#### [Task objective]
Give the records below again, exactly as they appear.

#### [Material provided]
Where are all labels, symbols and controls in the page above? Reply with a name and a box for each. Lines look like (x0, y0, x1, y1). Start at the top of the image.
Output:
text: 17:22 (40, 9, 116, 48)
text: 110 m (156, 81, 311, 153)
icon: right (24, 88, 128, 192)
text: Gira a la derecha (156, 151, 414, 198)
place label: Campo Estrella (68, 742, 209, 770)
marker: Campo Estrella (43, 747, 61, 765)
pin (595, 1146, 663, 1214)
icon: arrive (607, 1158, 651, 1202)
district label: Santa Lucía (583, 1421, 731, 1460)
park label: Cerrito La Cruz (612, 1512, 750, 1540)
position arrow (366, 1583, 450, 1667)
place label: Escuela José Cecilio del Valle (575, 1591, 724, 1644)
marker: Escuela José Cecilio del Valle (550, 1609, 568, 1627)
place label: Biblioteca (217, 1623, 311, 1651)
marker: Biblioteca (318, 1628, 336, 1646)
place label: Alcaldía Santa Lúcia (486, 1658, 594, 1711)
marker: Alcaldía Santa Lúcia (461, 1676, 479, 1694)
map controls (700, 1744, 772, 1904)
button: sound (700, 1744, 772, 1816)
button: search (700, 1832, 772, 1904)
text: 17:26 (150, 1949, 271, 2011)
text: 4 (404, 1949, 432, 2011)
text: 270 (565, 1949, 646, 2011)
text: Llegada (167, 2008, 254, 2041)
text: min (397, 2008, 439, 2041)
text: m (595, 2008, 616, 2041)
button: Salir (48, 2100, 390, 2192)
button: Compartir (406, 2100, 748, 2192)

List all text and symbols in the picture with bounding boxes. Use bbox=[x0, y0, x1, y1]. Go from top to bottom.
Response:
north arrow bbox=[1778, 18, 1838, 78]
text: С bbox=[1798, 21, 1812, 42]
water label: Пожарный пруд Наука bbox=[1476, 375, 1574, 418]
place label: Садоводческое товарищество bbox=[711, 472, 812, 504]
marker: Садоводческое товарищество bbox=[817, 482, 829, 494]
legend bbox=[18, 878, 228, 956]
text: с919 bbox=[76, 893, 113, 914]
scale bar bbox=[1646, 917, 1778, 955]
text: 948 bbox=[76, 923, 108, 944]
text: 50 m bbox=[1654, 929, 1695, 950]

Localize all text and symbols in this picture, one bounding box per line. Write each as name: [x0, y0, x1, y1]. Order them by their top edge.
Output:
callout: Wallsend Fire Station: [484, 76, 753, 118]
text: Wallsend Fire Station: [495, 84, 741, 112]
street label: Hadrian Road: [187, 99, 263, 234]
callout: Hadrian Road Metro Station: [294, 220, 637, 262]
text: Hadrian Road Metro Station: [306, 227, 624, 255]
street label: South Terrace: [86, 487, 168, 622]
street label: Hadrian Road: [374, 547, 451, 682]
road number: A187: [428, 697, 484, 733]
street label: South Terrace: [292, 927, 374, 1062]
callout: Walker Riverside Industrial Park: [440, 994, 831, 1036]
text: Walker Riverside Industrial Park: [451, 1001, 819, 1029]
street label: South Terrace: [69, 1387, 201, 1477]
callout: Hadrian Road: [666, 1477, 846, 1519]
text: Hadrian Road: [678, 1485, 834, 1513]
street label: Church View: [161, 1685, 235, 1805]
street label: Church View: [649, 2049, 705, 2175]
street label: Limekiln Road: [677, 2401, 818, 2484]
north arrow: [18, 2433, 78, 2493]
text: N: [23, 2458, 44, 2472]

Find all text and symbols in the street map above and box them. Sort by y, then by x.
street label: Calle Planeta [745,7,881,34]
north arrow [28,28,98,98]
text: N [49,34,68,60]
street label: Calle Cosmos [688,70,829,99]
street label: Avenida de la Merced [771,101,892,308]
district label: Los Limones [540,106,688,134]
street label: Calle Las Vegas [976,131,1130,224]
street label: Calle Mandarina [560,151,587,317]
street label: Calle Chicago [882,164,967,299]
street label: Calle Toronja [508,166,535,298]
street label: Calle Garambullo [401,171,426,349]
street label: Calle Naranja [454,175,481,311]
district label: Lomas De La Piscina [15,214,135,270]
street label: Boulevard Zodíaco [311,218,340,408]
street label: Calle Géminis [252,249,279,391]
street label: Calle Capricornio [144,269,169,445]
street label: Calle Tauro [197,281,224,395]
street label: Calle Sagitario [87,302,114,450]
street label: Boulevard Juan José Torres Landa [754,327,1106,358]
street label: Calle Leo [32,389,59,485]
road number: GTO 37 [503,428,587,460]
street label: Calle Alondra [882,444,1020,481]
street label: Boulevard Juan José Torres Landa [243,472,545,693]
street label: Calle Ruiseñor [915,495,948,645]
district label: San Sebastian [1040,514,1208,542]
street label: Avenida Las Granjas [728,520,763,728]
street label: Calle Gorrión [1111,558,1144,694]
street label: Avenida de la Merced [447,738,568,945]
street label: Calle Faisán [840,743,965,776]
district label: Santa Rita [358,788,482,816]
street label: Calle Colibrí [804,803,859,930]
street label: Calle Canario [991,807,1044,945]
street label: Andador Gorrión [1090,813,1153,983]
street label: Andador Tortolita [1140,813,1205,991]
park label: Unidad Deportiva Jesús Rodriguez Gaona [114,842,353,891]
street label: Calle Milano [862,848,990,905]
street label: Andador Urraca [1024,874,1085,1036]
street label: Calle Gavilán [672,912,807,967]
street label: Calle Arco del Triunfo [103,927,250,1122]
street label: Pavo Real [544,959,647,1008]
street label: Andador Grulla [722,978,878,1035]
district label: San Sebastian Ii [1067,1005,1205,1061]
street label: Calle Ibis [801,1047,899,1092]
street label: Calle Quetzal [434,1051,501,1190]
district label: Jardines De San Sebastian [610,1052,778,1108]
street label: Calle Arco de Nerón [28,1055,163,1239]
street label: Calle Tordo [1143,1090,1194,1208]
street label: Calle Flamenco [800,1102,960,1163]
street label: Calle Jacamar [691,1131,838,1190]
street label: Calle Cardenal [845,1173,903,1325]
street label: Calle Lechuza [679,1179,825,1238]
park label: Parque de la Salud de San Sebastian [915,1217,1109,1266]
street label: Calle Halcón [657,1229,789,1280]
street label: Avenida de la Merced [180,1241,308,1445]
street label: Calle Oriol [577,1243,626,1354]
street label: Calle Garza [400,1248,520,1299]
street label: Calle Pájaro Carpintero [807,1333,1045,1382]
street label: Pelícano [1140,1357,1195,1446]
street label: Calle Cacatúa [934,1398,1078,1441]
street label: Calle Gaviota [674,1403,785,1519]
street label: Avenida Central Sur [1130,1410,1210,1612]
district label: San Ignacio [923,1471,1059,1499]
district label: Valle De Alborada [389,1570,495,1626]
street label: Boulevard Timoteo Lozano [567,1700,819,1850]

#### [Worked solution]
Where are all labels, symbols and controls in the page above? Reply with a name and a box for each. Lines look like (x0, y0, x1, y1). Start at the top of the image.
Output:
text: 17:22 (40, 9, 116, 48)
text: 110 m (156, 81, 311, 153)
icon: right (24, 88, 128, 192)
text: Gira a la derecha (156, 151, 414, 198)
place label: Campo Estrella (68, 742, 209, 770)
marker: Campo Estrella (43, 747, 61, 765)
pin (595, 1146, 663, 1214)
icon: arrive (607, 1158, 651, 1202)
district label: Santa Lucía (583, 1421, 731, 1460)
park label: Cerrito La Cruz (612, 1512, 750, 1540)
position arrow (366, 1583, 450, 1667)
place label: Escuela José Cecilio del Valle (575, 1591, 724, 1644)
marker: Escuela José Cecilio del Valle (550, 1609, 568, 1627)
place label: Biblioteca (217, 1623, 311, 1651)
marker: Biblioteca (318, 1628, 336, 1646)
place label: Alcaldía Santa Lúcia (486, 1658, 594, 1711)
marker: Alcaldía Santa Lúcia (461, 1676, 479, 1694)
map controls (700, 1744, 772, 1904)
button: sound (700, 1744, 772, 1816)
button: search (700, 1832, 772, 1904)
text: 17:26 (150, 1949, 271, 2011)
text: 4 (404, 1949, 432, 2011)
text: 270 (565, 1949, 646, 2011)
text: Llegada (167, 2008, 254, 2041)
text: min (397, 2008, 439, 2041)
text: m (595, 2008, 616, 2041)
button: Salir (48, 2100, 390, 2192)
button: Compartir (406, 2100, 748, 2192)

List all text and symbols in the picture with bounding boxes. Use bbox=[x0, y0, x1, y1]. Go from top to bottom.
Response:
north arrow bbox=[1778, 18, 1838, 78]
text: С bbox=[1798, 21, 1812, 42]
water label: Пожарный пруд Наука bbox=[1476, 375, 1574, 418]
place label: Садоводческое товарищество bbox=[711, 472, 812, 504]
marker: Садоводческое товарищество bbox=[817, 482, 829, 494]
legend bbox=[18, 878, 228, 956]
text: с919 bbox=[76, 893, 113, 914]
scale bar bbox=[1646, 917, 1778, 955]
text: 948 bbox=[76, 923, 108, 944]
text: 50 m bbox=[1654, 929, 1695, 950]

Localize all text and symbols in this picture, one bounding box per line. Write each as name: [x0, y0, x1, y1]. Order them by their top edge.
Output:
callout: Wallsend Fire Station: [484, 76, 753, 118]
text: Wallsend Fire Station: [495, 84, 741, 112]
street label: Hadrian Road: [187, 99, 263, 234]
callout: Hadrian Road Metro Station: [294, 220, 637, 262]
text: Hadrian Road Metro Station: [306, 227, 624, 255]
street label: South Terrace: [86, 487, 168, 622]
street label: Hadrian Road: [374, 547, 451, 682]
road number: A187: [428, 697, 484, 733]
street label: South Terrace: [292, 927, 374, 1062]
callout: Walker Riverside Industrial Park: [440, 994, 831, 1036]
text: Walker Riverside Industrial Park: [451, 1001, 819, 1029]
street label: South Terrace: [69, 1387, 201, 1477]
callout: Hadrian Road: [666, 1477, 846, 1519]
text: Hadrian Road: [678, 1485, 834, 1513]
street label: Church View: [161, 1685, 235, 1805]
street label: Church View: [649, 2049, 705, 2175]
street label: Limekiln Road: [677, 2401, 818, 2484]
north arrow: [18, 2433, 78, 2493]
text: N: [23, 2458, 44, 2472]

Find all text and symbols in the street map above and box them. Sort by y, then by x.
street label: Calle Planeta [745,7,881,34]
north arrow [28,28,98,98]
text: N [49,34,68,60]
street label: Calle Cosmos [688,70,829,99]
street label: Avenida de la Merced [771,101,892,308]
district label: Los Limones [540,106,688,134]
street label: Calle Las Vegas [976,131,1130,224]
street label: Calle Mandarina [560,151,587,317]
street label: Calle Chicago [882,164,967,299]
street label: Calle Toronja [508,166,535,298]
street label: Calle Garambullo [401,171,426,349]
street label: Calle Naranja [454,175,481,311]
district label: Lomas De La Piscina [15,214,135,270]
street label: Boulevard Zodíaco [311,218,340,408]
street label: Calle Géminis [252,249,279,391]
street label: Calle Capricornio [144,269,169,445]
street label: Calle Tauro [197,281,224,395]
street label: Calle Sagitario [87,302,114,450]
street label: Boulevard Juan José Torres Landa [754,327,1106,358]
street label: Calle Leo [32,389,59,485]
road number: GTO 37 [503,428,587,460]
street label: Calle Alondra [882,444,1020,481]
street label: Boulevard Juan José Torres Landa [243,472,545,693]
street label: Calle Ruiseñor [915,495,948,645]
district label: San Sebastian [1040,514,1208,542]
street label: Avenida Las Granjas [728,520,763,728]
street label: Calle Gorrión [1111,558,1144,694]
street label: Avenida de la Merced [447,738,568,945]
street label: Calle Faisán [840,743,965,776]
district label: Santa Rita [358,788,482,816]
street label: Calle Colibrí [804,803,859,930]
street label: Calle Canario [991,807,1044,945]
street label: Andador Gorrión [1090,813,1153,983]
street label: Andador Tortolita [1140,813,1205,991]
park label: Unidad Deportiva Jesús Rodriguez Gaona [114,842,353,891]
street label: Calle Milano [862,848,990,905]
street label: Andador Urraca [1024,874,1085,1036]
street label: Calle Gavilán [672,912,807,967]
street label: Calle Arco del Triunfo [103,927,250,1122]
street label: Pavo Real [544,959,647,1008]
street label: Andador Grulla [722,978,878,1035]
district label: San Sebastian Ii [1067,1005,1205,1061]
street label: Calle Ibis [801,1047,899,1092]
street label: Calle Quetzal [434,1051,501,1190]
district label: Jardines De San Sebastian [610,1052,778,1108]
street label: Calle Arco de Nerón [28,1055,163,1239]
street label: Calle Tordo [1143,1090,1194,1208]
street label: Calle Flamenco [800,1102,960,1163]
street label: Calle Jacamar [691,1131,838,1190]
street label: Calle Cardenal [845,1173,903,1325]
street label: Calle Lechuza [679,1179,825,1238]
park label: Parque de la Salud de San Sebastian [915,1217,1109,1266]
street label: Calle Halcón [657,1229,789,1280]
street label: Avenida de la Merced [180,1241,308,1445]
street label: Calle Oriol [577,1243,626,1354]
street label: Calle Garza [400,1248,520,1299]
street label: Calle Pájaro Carpintero [807,1333,1045,1382]
street label: Pelícano [1140,1357,1195,1446]
street label: Calle Cacatúa [934,1398,1078,1441]
street label: Calle Gaviota [674,1403,785,1519]
street label: Avenida Central Sur [1130,1410,1210,1612]
district label: San Ignacio [923,1471,1059,1499]
district label: Valle De Alborada [389,1570,495,1626]
street label: Boulevard Timoteo Lozano [567,1700,819,1850]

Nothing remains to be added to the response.